--- DATA SECTION ---
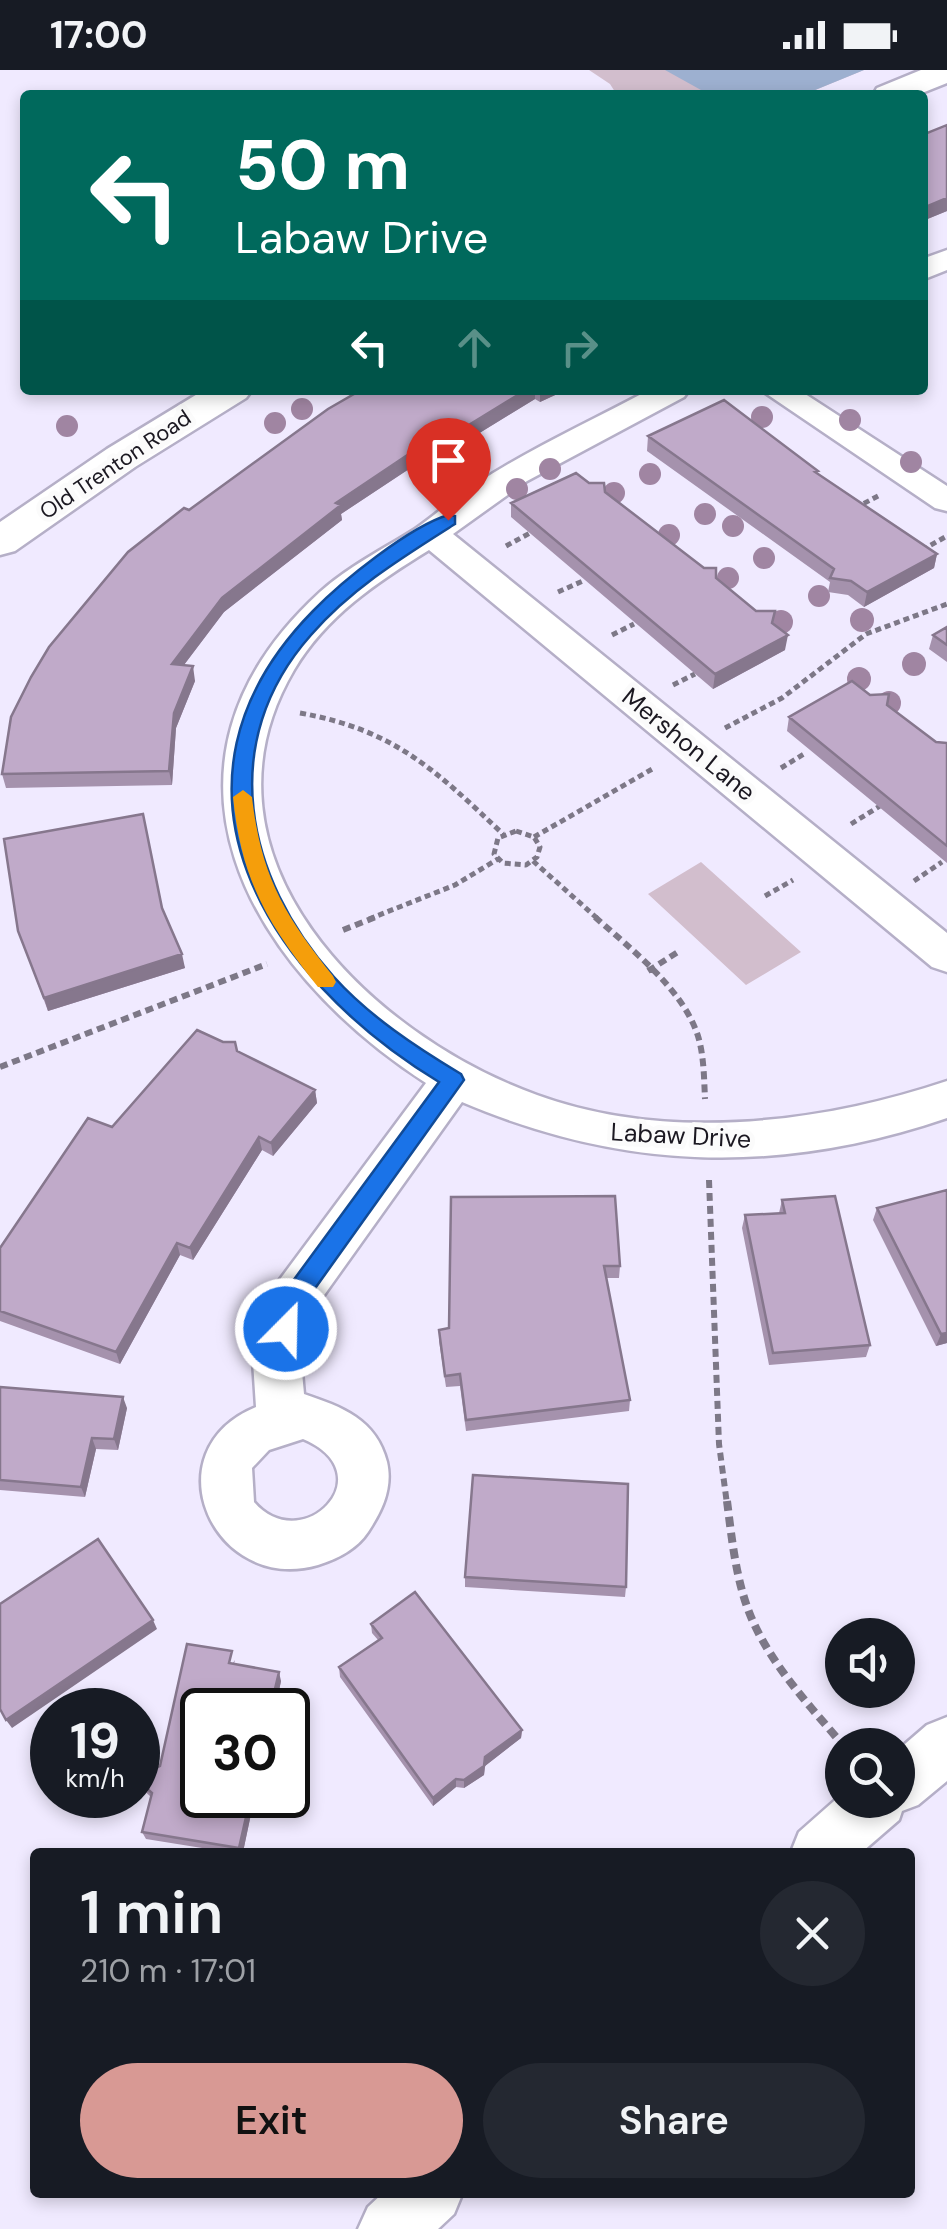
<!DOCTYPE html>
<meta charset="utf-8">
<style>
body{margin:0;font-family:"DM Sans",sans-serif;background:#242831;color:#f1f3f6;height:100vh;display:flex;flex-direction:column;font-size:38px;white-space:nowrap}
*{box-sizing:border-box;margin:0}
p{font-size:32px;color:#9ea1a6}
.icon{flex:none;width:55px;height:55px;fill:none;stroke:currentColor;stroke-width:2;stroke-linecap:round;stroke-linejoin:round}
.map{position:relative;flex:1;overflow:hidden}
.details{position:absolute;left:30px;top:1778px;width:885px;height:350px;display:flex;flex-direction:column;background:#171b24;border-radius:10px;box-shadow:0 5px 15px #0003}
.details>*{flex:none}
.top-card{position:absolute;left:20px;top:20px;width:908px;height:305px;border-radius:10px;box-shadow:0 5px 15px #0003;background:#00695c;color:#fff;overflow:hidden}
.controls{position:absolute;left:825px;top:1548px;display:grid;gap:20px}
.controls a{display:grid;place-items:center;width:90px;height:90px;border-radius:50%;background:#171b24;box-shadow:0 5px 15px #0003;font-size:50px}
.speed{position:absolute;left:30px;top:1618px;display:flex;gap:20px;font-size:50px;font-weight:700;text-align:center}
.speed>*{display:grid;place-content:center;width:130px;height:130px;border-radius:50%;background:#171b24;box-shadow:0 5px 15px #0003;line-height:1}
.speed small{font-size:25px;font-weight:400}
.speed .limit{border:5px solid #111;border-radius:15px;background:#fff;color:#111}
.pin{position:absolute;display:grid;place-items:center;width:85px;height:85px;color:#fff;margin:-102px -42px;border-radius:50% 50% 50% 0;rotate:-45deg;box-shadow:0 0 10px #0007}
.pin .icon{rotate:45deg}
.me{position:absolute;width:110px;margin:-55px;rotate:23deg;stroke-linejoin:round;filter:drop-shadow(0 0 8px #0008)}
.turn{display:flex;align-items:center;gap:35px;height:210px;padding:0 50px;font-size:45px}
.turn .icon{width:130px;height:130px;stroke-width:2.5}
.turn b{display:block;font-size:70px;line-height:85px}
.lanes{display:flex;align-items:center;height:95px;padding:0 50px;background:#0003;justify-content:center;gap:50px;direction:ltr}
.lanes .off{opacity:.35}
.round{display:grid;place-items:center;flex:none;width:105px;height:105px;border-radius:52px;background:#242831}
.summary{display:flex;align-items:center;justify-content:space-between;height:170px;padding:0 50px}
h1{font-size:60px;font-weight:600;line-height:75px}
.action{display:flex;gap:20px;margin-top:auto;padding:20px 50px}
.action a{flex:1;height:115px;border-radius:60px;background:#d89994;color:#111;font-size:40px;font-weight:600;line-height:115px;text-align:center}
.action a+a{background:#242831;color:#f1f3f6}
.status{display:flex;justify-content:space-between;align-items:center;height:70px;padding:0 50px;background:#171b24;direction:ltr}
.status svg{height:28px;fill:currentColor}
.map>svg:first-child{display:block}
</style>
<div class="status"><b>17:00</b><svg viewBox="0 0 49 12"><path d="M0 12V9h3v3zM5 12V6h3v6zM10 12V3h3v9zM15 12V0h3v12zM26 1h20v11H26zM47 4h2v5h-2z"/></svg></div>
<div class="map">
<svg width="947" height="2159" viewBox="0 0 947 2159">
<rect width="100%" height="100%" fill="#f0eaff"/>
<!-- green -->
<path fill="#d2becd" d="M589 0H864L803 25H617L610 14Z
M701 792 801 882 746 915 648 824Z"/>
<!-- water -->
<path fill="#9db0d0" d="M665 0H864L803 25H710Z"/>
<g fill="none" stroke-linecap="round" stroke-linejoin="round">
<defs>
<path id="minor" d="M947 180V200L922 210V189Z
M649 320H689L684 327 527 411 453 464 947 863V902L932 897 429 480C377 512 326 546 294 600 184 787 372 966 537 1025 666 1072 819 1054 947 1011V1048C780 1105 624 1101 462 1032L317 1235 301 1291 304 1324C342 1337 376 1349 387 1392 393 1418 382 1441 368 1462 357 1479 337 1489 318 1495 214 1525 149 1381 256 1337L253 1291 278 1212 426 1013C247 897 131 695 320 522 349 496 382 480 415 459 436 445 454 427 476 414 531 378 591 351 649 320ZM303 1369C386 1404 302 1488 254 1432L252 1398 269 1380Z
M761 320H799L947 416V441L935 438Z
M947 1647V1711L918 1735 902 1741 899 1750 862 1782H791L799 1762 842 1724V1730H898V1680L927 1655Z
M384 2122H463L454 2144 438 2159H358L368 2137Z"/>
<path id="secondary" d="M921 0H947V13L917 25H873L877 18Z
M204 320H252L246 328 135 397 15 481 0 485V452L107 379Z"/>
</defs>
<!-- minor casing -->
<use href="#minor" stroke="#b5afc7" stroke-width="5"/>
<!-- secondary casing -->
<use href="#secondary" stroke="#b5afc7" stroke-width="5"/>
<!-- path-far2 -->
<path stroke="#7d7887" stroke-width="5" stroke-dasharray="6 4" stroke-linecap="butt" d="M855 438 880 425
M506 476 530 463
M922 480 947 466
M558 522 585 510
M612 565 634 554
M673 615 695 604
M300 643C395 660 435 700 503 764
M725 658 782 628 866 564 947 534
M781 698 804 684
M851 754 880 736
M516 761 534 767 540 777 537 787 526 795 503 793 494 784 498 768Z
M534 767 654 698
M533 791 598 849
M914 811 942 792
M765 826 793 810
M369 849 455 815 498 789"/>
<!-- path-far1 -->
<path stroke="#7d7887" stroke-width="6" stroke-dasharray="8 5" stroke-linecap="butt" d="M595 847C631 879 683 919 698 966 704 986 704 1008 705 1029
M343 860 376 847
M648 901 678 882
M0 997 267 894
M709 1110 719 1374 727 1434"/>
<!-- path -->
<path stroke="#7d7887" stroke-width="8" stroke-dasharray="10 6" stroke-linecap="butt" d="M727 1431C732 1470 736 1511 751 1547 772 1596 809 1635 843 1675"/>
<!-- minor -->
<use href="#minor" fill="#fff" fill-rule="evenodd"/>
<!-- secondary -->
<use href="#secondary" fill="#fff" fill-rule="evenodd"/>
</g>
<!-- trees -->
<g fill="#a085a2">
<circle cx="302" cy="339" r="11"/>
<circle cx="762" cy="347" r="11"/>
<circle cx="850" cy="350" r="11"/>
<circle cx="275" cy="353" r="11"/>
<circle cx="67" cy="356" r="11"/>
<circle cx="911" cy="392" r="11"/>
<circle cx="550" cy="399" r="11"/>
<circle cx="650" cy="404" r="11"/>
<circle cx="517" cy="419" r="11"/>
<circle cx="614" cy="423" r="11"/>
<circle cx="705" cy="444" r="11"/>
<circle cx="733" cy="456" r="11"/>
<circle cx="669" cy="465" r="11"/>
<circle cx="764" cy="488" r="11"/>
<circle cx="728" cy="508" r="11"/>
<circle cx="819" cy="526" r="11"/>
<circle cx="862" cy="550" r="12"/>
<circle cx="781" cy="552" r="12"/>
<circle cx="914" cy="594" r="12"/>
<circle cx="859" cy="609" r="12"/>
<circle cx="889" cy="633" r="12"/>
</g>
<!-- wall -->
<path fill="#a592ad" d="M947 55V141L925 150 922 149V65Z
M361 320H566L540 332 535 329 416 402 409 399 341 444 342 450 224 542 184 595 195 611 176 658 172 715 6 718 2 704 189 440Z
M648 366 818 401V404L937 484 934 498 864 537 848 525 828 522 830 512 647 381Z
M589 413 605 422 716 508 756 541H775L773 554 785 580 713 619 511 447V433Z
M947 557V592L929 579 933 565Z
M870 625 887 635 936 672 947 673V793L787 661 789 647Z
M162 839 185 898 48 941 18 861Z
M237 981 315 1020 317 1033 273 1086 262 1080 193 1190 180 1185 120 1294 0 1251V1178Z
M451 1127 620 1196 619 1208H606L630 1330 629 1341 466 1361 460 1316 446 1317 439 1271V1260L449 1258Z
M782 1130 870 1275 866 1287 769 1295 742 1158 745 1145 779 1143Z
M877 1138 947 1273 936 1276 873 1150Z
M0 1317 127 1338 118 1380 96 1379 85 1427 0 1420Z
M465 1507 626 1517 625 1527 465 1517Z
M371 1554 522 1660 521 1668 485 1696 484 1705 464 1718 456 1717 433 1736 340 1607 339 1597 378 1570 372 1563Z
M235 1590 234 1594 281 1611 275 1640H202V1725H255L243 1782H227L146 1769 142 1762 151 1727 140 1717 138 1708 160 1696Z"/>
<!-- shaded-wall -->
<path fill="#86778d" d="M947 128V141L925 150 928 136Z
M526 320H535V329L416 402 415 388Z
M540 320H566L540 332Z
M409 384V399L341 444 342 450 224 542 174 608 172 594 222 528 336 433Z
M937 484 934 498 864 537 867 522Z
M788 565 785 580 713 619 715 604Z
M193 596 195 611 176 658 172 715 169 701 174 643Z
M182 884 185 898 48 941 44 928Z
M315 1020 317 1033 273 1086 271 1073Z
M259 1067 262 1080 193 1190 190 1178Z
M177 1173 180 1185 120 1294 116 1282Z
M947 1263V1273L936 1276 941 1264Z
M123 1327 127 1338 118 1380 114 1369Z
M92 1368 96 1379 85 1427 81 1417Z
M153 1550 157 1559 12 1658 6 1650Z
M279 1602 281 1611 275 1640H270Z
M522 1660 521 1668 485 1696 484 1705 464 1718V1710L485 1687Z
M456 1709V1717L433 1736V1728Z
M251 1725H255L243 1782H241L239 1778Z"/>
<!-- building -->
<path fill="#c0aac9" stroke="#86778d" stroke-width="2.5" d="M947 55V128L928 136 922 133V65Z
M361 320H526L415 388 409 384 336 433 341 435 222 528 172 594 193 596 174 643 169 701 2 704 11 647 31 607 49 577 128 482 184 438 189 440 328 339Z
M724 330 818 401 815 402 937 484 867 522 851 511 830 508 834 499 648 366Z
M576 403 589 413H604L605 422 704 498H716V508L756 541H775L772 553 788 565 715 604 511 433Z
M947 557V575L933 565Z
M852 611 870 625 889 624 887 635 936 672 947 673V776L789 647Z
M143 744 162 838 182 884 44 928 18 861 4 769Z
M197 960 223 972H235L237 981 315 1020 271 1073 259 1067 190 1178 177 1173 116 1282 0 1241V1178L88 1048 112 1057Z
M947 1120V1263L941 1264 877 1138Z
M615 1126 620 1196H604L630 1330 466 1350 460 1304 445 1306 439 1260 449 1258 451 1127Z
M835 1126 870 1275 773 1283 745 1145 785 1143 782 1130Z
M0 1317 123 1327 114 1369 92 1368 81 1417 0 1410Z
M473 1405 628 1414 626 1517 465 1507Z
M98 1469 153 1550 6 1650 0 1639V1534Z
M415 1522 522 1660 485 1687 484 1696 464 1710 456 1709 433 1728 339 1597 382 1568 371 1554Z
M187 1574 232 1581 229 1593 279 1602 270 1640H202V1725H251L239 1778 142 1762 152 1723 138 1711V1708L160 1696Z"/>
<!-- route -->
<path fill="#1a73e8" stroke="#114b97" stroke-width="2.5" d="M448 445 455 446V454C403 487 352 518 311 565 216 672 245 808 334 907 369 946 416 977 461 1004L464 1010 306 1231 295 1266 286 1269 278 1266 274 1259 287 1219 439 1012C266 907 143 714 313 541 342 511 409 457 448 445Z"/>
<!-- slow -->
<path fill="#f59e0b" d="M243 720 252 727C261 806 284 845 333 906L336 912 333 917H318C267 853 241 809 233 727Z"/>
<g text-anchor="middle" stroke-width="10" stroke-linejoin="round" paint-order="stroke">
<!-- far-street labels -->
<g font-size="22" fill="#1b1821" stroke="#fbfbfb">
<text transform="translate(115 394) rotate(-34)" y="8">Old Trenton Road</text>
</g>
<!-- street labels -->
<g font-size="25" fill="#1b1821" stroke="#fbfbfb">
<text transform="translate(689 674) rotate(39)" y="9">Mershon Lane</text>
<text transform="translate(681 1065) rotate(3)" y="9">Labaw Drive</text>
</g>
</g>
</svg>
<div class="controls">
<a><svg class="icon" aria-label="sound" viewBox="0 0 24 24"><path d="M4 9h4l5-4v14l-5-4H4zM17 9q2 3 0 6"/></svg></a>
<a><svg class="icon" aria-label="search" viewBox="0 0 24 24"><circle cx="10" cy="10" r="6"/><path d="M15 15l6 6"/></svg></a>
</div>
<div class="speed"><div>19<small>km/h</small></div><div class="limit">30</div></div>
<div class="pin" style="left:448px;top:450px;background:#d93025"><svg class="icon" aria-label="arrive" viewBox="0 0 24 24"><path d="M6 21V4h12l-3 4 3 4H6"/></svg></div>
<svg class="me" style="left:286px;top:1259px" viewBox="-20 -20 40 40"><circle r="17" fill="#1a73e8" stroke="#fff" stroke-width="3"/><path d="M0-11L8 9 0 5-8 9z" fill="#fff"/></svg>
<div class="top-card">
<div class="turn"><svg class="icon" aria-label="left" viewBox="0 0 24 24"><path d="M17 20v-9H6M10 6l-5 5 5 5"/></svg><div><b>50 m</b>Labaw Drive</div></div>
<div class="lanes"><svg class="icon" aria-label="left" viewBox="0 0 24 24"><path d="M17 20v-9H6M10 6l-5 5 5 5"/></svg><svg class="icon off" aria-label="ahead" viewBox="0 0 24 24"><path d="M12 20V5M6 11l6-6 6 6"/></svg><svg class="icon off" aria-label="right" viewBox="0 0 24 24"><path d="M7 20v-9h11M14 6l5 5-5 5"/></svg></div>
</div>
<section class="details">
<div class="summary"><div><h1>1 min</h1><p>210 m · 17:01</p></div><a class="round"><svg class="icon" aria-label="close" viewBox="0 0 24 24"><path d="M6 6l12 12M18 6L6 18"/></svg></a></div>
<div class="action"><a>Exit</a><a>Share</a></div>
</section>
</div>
---
▸ **PROBLEM DETAILS**: A line qualifies when it holds the word "limit"; report all qualifying lines from the records above.

▸ **PROBLEM SOLUTION**:
.speed .limit{border:5px solid #111;border-radius:15px;background:#fff;color:#111}
<div class="speed"><div>19<small>km/h</small></div><div class="limit">30</div></div>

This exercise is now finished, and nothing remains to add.